To do so, America must end mass incarceration, which disproportionately impacts the poor and people of color but does not reduce crime. At nearly 25% of the world’s incarcerated population, the United States imprisons its citizens more than any other country—from 200,000 in 1972 to 2.2 million today. Mass incarceration also costs taxpayers $87 billion yearly, a 1000% increase from 1975. Significant race and wealth disparities exist at every level of our current criminal justice system.
Even further, our country must dismantle its school-to-prison pipeline by investing resources into low income communities that have been segregated by design and deliberately disenfranchised. The best way to reduce homelessness and incarceration is to prevent it from happening in the first place.

Employment is also essential to the solution. Legislators should expand fair-chance hiring laws and enact community hiring plans. Government incentives should reward businesses for hiring qualified job applicants who have been homeless or incarcerated, while corporate leaders must destigmatize hiring and cultivating them as employees.
The fact is, these individuals are rarely given the chance they’ve earned, despite their qualifications. Research from The Brennan Center for Justice found that people who have been incarcerated experience average earnings losses of 51.7%; the lost earnings of Americans impacted by conviction or imprisonment total $372.3 billion annually.
In addition, the United States should raise its federal minimum wage, which has not increased since 2009 and has not kept up with cost of living expenses in more than 50 years. Homeless and formerly incarcerated Americans who can find work are too often consigned to low income jobs because of hiring discrimination, lack of education, and other aspects of their backgrounds. This exclusion from all but the bottom rung of the mainstream economy forces many into the cycle of recidivism; within three years of release, two out of three people are rearrested and more than 50% are incarcerated again.
Living wages would lift them out of abject poverty, so they have a greater chance of ascending the economic ladder. And as case studies in states with increased minimum wages prove, implementing them will not result in the economic devastation that was assumed as dogma 30 years ago.
On top of all this, formerly incarcerated people experience widespread housing discrimination (Bankrate has provided us with helpful resources to help formerly incarcerated people secure housing). The Doe Fund supports legislation to prevent housing discrimination on the basis of arrest or criminal record by banning background checks. People who have been incarcerated once are seven times more likely than the general public to become homeless, and people who have been incarcerated more than once are 13 times more likely.
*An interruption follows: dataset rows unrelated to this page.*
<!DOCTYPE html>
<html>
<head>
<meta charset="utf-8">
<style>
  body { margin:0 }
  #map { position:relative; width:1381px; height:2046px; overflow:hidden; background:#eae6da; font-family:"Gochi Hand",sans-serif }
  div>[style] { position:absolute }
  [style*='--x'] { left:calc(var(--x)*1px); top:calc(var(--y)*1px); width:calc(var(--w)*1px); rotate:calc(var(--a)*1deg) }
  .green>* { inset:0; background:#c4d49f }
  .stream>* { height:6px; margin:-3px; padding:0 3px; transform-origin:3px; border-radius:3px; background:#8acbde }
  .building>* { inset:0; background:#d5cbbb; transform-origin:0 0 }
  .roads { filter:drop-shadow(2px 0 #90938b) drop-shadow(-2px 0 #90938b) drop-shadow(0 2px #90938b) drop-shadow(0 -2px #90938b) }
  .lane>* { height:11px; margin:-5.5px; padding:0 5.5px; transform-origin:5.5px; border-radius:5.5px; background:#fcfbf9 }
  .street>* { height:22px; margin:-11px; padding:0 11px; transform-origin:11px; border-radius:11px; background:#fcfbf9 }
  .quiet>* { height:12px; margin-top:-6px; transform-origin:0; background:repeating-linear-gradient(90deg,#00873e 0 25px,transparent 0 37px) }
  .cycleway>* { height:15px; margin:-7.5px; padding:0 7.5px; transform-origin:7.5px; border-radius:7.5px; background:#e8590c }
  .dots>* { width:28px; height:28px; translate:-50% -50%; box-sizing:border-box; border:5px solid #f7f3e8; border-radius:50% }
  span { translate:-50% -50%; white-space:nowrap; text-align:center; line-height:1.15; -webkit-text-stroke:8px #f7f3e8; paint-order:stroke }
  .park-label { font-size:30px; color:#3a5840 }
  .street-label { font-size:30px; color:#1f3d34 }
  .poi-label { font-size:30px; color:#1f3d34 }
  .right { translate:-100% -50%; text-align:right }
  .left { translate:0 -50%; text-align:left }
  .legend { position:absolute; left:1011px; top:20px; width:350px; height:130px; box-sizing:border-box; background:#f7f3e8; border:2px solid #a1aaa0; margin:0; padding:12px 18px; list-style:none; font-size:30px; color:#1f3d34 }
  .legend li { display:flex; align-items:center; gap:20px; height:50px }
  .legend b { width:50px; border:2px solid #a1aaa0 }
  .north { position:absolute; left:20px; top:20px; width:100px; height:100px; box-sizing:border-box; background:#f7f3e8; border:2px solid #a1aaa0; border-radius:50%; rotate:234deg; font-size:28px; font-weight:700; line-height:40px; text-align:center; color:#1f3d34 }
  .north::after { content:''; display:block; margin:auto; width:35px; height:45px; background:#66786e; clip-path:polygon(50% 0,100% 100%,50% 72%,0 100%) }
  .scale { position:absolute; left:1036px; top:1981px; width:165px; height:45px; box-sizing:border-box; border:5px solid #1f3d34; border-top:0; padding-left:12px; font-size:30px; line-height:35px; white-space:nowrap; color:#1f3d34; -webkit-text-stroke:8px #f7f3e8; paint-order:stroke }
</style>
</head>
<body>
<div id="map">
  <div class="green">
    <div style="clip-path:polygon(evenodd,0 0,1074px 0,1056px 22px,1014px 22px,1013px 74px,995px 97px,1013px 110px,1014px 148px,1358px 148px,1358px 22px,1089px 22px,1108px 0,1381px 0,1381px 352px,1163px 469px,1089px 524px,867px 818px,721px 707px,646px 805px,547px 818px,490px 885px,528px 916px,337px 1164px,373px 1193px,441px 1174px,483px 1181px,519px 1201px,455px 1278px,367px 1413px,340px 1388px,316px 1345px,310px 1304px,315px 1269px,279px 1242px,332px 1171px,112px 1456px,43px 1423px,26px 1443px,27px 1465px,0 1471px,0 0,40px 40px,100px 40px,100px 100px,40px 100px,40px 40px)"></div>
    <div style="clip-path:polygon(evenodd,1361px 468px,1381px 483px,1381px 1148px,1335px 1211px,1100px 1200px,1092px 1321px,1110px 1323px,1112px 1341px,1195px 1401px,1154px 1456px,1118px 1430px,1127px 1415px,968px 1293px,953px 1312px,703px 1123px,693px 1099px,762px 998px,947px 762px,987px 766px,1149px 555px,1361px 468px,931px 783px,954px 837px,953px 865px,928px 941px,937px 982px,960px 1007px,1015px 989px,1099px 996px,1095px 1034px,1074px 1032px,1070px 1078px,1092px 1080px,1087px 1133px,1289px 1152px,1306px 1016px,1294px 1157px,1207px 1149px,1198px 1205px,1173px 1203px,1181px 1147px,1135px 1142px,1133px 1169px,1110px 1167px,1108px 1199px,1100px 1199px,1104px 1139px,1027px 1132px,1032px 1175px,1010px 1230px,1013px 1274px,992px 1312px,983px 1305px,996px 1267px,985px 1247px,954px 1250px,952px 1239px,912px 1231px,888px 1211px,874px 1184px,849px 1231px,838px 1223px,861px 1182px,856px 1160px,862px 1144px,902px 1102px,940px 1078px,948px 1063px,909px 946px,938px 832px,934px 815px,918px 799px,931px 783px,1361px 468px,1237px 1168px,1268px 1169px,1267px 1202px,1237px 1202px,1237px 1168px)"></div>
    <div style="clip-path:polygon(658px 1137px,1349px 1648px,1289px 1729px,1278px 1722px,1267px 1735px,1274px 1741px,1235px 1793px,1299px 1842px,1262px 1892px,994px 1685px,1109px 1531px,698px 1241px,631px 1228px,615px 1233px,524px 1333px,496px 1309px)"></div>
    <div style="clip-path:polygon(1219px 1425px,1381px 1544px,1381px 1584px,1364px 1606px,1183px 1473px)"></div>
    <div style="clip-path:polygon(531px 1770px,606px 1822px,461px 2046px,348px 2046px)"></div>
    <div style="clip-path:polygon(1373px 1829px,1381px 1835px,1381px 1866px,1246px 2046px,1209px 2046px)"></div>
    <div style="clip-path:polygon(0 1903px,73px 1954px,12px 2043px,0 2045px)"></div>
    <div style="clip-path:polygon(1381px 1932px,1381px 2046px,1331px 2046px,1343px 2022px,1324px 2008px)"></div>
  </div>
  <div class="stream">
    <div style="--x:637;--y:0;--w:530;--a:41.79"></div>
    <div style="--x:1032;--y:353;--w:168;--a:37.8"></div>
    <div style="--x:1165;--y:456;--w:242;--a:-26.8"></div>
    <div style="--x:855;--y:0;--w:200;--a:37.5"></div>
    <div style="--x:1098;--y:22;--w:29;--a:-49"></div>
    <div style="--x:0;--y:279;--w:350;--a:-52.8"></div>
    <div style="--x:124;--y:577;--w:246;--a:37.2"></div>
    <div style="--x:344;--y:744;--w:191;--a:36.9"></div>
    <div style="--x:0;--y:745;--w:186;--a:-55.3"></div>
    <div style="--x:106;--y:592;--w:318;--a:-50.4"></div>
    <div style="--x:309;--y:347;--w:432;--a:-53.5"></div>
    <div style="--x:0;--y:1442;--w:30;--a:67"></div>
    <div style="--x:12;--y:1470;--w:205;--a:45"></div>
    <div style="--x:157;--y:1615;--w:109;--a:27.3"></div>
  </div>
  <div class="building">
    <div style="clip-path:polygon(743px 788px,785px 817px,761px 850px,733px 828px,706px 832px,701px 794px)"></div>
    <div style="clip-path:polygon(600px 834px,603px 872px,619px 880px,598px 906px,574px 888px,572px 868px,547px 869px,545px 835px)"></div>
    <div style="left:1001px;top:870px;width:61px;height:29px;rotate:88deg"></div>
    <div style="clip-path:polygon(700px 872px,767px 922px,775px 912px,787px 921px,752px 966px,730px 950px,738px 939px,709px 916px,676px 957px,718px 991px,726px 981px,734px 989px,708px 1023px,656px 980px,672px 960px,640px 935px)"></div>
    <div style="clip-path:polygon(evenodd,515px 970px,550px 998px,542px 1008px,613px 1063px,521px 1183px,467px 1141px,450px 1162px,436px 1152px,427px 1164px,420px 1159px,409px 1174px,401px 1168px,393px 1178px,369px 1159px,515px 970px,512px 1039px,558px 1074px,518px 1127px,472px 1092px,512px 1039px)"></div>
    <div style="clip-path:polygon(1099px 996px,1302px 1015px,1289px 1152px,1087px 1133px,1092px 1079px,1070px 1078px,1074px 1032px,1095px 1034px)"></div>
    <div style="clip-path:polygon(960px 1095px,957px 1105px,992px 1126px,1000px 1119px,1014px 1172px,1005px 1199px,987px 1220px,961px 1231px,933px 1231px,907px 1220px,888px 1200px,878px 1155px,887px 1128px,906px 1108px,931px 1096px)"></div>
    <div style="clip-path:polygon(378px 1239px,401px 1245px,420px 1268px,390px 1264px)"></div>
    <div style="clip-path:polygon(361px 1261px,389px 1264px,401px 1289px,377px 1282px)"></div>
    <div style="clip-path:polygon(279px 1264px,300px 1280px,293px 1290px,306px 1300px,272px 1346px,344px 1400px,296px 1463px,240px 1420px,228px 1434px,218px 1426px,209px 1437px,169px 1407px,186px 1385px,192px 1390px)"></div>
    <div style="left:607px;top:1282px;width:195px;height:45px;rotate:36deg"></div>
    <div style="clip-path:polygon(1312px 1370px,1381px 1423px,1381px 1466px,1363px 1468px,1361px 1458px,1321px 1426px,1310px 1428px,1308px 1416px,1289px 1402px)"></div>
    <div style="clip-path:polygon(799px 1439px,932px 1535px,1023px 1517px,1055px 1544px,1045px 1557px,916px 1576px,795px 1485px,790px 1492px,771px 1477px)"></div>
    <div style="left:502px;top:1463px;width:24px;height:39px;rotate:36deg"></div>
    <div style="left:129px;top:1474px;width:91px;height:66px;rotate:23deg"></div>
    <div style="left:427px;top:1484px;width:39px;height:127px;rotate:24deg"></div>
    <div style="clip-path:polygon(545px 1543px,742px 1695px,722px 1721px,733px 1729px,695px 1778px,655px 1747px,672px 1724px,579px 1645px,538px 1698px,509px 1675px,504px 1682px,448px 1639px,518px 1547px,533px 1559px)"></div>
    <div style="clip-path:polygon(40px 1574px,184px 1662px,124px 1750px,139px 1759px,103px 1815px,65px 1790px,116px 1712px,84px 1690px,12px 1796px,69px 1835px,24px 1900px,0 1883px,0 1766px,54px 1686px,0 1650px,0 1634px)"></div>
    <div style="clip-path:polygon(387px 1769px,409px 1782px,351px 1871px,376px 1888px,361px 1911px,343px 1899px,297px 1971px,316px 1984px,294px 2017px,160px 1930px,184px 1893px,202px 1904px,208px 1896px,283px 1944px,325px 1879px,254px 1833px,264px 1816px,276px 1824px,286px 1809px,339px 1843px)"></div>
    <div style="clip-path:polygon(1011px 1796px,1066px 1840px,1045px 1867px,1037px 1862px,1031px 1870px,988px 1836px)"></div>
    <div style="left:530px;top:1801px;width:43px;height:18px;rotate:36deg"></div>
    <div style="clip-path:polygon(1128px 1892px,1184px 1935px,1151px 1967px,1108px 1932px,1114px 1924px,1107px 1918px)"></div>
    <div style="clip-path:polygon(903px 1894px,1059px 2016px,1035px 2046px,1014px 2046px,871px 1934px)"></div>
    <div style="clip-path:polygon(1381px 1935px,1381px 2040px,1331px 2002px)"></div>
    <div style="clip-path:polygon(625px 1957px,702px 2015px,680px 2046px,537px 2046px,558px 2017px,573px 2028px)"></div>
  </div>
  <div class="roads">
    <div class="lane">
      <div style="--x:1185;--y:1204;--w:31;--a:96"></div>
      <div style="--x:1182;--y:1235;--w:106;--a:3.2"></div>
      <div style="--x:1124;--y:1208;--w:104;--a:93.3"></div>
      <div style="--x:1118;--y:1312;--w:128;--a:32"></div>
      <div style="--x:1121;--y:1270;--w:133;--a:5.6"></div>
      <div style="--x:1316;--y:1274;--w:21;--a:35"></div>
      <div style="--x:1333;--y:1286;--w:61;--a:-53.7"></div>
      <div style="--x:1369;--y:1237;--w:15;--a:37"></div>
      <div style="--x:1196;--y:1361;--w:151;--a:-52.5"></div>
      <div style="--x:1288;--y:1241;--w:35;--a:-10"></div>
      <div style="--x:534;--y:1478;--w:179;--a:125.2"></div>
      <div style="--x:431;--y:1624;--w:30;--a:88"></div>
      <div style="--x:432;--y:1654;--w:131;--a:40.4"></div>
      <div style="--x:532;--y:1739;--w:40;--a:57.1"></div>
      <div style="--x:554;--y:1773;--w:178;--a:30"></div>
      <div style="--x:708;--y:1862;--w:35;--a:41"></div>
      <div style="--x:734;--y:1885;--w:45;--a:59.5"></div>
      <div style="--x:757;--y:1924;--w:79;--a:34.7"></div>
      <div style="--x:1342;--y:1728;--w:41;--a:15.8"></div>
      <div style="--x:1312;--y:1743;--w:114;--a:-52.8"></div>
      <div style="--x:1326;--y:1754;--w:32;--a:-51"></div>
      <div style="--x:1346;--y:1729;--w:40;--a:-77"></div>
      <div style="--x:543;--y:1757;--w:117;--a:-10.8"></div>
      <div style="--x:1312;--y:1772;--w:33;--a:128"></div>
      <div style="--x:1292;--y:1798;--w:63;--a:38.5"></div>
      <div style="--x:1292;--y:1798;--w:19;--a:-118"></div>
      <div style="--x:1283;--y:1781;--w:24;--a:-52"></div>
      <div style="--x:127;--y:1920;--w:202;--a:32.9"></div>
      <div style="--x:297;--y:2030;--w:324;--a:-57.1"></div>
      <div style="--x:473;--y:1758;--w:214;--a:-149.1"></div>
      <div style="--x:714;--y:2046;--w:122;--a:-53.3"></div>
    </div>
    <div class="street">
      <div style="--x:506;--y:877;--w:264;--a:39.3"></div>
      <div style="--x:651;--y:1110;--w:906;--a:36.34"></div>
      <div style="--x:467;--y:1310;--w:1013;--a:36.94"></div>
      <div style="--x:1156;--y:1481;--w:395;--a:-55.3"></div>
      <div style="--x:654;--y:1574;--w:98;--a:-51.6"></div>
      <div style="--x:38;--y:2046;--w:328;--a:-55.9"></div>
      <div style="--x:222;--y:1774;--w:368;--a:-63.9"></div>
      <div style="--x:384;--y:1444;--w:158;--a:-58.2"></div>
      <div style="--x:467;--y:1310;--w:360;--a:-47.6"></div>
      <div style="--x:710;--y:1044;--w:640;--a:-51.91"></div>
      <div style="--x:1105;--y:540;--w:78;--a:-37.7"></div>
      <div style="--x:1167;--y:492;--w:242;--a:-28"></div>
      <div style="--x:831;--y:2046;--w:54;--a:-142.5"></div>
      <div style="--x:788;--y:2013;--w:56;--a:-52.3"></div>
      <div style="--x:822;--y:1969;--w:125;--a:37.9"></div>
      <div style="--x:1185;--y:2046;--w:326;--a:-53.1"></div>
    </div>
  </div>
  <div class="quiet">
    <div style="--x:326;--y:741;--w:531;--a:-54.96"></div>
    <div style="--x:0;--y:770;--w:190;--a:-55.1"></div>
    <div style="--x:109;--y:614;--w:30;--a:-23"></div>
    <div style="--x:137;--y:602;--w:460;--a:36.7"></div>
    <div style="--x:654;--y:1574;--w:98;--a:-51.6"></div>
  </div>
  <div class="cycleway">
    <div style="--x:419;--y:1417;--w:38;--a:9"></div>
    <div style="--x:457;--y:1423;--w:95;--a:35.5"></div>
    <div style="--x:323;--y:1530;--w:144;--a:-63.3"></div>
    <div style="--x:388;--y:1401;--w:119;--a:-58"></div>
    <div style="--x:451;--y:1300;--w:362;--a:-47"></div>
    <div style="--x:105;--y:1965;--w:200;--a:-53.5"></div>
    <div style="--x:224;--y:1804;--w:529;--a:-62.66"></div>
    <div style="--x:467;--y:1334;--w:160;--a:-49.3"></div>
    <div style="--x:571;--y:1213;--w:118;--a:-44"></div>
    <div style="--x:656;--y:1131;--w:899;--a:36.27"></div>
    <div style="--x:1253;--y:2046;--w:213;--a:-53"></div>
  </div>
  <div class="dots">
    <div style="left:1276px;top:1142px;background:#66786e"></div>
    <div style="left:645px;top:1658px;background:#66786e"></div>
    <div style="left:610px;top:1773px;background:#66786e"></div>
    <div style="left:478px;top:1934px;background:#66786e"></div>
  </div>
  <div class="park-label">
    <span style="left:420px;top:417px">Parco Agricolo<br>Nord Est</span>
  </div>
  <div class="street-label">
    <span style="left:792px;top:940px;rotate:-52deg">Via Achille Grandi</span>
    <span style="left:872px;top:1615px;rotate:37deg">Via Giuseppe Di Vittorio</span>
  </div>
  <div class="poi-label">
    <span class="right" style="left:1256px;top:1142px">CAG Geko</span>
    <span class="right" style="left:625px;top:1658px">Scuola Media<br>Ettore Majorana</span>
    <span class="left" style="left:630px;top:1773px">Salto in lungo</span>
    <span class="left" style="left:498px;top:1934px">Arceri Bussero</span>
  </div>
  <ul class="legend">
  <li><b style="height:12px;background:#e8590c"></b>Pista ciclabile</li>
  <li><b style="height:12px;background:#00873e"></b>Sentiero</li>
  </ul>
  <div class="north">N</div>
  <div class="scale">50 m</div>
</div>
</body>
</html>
Meanwhile, people experiencing unsheltered homelessness are more than twice as likely to have contact with the justice system than those living in shelters, and are nine times more likely to have spent at least one night in jail during the past six months.
Our nation’s economy is much different today than when my husband George and I began this work in 1990. At The Doe Fund, we know that upward mobility has become much more difficult to achieve. Over the past two years, we have made major investments in our Workforce Development programming to prepare men for skilled trades that offer higher wages, comprehensive benefits, and union membership. Our graduates must be able to provide for themselves and their children so we can truly end intergenerational poverty.
After more than 30 years and 28,000 success stories, Ready, Willing & Able is a national model. Program graduates are 62% less likely to recidivate, and 82% of graduates maintain their employment. We have proven not just that Work Works, but that the only difference between those who succeed and those who don’t is opportunity. The same opportunity that has been denied to people of color in this country for generations.
We must bring the Work Works model across our nation because there can be no racial justice without economic justice. And today in America, there is neither.